Attention aux excès d’optimisme

2010, c’est pour demain. Atteindre les 10 millions de touristes d’ici 10 ans est un objectif réaliste, selon les professionnels du secteur et le gouvernement. Reste à savoir quels seront les moyens qui doivent être employés pour atteindre cet objectif ? A ce propos, l’ONMT (Office National Marocain du Tourisme) entreprend une nouvelle démarche. La publicité de la destination Maroc ciblera les marchés émetteurs particulièrement la France et l’Allemagne en étroite collaboration avec le transporteur national, la RAM. La place de la promo est un chantier stratégique pour le développement du secteur du tourisme. Il s’agit de donner envie aux touristes nationaux et étrangers de franchir le pas. Ce ne sera pas facile dans la conjoncture actuelle, jugée critique pour le tourisme international. Mais cela présente une opportunité à saisir. Du moins, si l’on en juge par les interventions des participants de la deuxième édition des Assises Nationales du Tourisme.

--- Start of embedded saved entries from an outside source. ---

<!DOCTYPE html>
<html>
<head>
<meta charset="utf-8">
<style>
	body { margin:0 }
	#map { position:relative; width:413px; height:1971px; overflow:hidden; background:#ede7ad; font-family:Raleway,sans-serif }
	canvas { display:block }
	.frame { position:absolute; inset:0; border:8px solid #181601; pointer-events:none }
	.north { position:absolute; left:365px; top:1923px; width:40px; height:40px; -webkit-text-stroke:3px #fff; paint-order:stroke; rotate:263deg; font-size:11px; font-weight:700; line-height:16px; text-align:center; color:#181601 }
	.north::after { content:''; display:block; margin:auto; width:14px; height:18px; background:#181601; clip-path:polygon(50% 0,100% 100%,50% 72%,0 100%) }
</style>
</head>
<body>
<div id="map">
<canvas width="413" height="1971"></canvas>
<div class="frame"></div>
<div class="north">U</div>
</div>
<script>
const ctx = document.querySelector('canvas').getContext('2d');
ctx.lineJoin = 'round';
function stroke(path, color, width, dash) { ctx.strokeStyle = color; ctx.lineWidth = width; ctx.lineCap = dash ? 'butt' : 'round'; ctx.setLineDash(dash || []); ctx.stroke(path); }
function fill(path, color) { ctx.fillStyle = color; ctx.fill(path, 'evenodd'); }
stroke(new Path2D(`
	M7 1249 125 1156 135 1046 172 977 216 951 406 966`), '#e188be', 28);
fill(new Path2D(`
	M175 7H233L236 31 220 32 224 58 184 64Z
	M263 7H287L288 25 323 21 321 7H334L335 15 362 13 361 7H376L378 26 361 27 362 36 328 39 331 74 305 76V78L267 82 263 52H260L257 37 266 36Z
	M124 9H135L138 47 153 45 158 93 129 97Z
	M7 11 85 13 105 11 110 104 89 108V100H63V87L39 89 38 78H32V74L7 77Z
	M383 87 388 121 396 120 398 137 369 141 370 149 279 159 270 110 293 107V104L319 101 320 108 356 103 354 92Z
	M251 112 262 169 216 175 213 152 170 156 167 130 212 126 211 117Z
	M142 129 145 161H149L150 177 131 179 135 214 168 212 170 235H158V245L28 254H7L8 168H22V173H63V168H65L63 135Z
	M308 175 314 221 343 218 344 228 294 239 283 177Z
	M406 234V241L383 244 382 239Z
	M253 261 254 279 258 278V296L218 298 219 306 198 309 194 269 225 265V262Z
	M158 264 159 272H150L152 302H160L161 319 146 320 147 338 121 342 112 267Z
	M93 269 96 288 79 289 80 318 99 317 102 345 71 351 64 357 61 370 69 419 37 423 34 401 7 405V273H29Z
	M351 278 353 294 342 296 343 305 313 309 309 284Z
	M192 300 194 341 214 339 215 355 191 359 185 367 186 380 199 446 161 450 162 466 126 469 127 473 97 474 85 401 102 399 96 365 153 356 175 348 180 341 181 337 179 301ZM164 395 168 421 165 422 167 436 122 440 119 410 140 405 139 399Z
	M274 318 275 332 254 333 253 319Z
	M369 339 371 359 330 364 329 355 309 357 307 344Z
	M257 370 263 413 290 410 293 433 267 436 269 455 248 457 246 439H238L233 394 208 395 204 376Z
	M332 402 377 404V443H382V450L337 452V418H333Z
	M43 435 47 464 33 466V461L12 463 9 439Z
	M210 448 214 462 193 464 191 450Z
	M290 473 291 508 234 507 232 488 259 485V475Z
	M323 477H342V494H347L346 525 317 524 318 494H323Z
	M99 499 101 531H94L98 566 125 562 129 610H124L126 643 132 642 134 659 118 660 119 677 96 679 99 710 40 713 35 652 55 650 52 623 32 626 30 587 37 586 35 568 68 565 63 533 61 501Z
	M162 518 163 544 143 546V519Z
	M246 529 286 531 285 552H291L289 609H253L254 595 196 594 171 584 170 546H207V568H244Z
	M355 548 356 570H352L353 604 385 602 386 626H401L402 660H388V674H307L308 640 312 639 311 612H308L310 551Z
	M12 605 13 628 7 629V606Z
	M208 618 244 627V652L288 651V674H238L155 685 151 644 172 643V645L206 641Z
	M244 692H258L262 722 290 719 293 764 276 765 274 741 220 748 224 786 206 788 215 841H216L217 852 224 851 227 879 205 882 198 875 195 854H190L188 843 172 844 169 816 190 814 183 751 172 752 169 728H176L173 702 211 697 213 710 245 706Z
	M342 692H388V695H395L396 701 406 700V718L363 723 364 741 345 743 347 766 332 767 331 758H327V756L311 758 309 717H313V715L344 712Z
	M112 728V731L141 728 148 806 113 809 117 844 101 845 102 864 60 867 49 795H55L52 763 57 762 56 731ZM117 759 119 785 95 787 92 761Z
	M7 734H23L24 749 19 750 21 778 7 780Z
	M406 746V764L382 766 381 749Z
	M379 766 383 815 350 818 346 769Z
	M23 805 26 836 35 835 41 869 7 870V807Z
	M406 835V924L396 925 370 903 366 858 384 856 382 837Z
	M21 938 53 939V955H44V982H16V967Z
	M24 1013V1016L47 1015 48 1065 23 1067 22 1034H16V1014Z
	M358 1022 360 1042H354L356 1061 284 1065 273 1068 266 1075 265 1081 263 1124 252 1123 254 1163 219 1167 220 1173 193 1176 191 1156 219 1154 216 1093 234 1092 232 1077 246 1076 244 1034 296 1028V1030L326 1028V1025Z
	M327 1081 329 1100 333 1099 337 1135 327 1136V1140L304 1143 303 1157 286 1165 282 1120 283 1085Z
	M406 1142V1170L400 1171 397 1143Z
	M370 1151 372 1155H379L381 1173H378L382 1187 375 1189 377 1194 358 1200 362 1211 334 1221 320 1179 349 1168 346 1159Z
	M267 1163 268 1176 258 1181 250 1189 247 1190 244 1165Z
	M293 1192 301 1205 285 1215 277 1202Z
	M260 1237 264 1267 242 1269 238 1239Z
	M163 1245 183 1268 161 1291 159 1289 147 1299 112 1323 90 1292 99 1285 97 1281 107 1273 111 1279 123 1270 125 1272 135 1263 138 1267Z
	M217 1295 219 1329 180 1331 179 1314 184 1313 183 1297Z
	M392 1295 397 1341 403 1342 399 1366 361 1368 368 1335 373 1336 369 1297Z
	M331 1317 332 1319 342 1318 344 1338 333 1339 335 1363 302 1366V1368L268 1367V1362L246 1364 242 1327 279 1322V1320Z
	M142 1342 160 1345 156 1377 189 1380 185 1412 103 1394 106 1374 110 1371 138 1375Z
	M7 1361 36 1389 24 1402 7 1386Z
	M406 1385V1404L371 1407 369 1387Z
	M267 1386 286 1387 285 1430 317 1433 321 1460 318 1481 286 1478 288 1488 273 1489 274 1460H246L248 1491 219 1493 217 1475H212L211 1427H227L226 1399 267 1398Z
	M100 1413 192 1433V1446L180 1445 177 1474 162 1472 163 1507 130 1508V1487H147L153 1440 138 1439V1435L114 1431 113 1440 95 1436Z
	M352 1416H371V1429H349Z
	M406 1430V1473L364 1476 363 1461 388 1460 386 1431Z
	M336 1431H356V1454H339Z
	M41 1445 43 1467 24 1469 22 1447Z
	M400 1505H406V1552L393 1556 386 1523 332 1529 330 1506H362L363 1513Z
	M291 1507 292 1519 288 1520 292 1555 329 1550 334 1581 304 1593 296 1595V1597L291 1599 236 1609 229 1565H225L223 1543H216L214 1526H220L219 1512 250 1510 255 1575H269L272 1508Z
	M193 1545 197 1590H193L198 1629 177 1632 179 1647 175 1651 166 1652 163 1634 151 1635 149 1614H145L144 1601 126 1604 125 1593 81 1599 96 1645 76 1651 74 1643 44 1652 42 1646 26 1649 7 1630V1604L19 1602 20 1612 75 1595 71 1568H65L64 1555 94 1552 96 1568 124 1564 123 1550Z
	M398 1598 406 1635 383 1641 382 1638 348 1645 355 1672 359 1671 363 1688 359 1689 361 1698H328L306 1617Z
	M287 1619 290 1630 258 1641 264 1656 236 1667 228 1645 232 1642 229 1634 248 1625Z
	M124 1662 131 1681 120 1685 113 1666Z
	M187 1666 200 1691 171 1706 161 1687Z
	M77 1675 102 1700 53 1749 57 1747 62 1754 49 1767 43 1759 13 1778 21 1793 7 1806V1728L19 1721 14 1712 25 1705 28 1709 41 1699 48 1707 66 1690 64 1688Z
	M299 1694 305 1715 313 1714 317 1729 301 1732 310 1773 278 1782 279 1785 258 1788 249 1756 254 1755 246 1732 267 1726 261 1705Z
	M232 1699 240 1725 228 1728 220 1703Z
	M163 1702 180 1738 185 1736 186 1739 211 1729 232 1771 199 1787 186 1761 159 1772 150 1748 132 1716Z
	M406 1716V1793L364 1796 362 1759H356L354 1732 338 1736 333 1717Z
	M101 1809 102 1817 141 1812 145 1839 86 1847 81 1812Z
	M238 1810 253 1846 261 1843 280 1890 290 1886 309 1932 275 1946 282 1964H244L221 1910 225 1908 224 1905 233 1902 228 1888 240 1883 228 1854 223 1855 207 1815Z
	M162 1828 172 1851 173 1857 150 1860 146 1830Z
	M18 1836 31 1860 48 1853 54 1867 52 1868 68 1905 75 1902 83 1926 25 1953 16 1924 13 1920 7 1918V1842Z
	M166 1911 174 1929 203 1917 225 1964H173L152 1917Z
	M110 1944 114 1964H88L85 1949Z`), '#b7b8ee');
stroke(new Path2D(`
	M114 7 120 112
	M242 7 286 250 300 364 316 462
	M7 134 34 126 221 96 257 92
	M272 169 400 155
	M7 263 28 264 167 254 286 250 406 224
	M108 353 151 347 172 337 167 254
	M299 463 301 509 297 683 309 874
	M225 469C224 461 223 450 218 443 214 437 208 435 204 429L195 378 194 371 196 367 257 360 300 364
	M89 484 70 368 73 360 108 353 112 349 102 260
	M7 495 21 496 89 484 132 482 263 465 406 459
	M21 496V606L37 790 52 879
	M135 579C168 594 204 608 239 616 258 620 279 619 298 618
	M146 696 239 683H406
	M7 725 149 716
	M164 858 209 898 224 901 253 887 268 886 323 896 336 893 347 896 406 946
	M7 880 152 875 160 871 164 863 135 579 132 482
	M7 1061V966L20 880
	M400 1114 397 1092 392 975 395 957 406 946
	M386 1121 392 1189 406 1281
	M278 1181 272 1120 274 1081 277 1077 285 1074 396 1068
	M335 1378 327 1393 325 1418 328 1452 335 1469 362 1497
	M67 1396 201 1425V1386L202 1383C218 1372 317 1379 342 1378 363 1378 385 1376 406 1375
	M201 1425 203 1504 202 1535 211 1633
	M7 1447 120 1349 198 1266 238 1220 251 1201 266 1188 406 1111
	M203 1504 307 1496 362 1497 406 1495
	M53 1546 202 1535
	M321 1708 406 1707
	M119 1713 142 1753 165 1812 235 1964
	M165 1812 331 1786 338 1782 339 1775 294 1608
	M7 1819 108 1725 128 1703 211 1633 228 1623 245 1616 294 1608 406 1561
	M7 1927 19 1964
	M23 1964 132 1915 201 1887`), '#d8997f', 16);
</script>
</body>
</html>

Pour se faire, un comité de pilotage constitué des professionnels et de l’ONMT aura pour mission de mettre en place et d’accompagner les actions de charme entreprises auprès des Tours Opérators. Une démarche basée donc sur la concertation. Lors des Assises, les propos de Fathia Bennis, directeur général de l’Office ont surpris plus d’un. Ses excès d’optimisme concernant l’impact positif éventuel des opérations de communication inscrites pour l’année 2002 laissent perplexes plusieurs observateurs. Rien n’est gagné, indiquent plusieurs d’entre eux, contactés sur place. En d’autres termes, il est difficile voire utopique de s’engager sur une voie dans une activité comme le tourisme pour qui à chaque moment, toute stratégie peut être remise en question, d’où la nécessité d’être vigilant afin de déployer des moyens réactifs. Du moins, ce qui relève de la promotion proprement dite.
Professionnels et institutionnels ont fait leurs choix. Dans l’Accord-cadre, on relève que les deux parties mettront en oeuvre une stratégie produit pour la décennie à venir. Celle-ci est déclinée en cinq parties : offensive sur le segment du balnéaire, restructuration du balnéaire existant, repositionnement du produit culturel, développement du tourisme rural et la promotion du tourisme interne. Il s’agit de chantiers immenses qui reflètent une vision d’ensemble concernant le secteur, baptisée «Vision 2010».
Si les Assises du tourisme ont traduit l’optimisme qui règne aussi bien chez les professionnels et les pouvoirs publics, elles ont surtout démontré à quel point une décision politique initiée par une volonté des centres décisionnels du pays, peut faire accélérer les choses. Actuellement, le tourisme obéit à une démarche planifiée dans le temps qui précise les engagements des uns et des autres pour dynamiser le secteur. L’évaluation des résultats sera ainsi aisée et facile.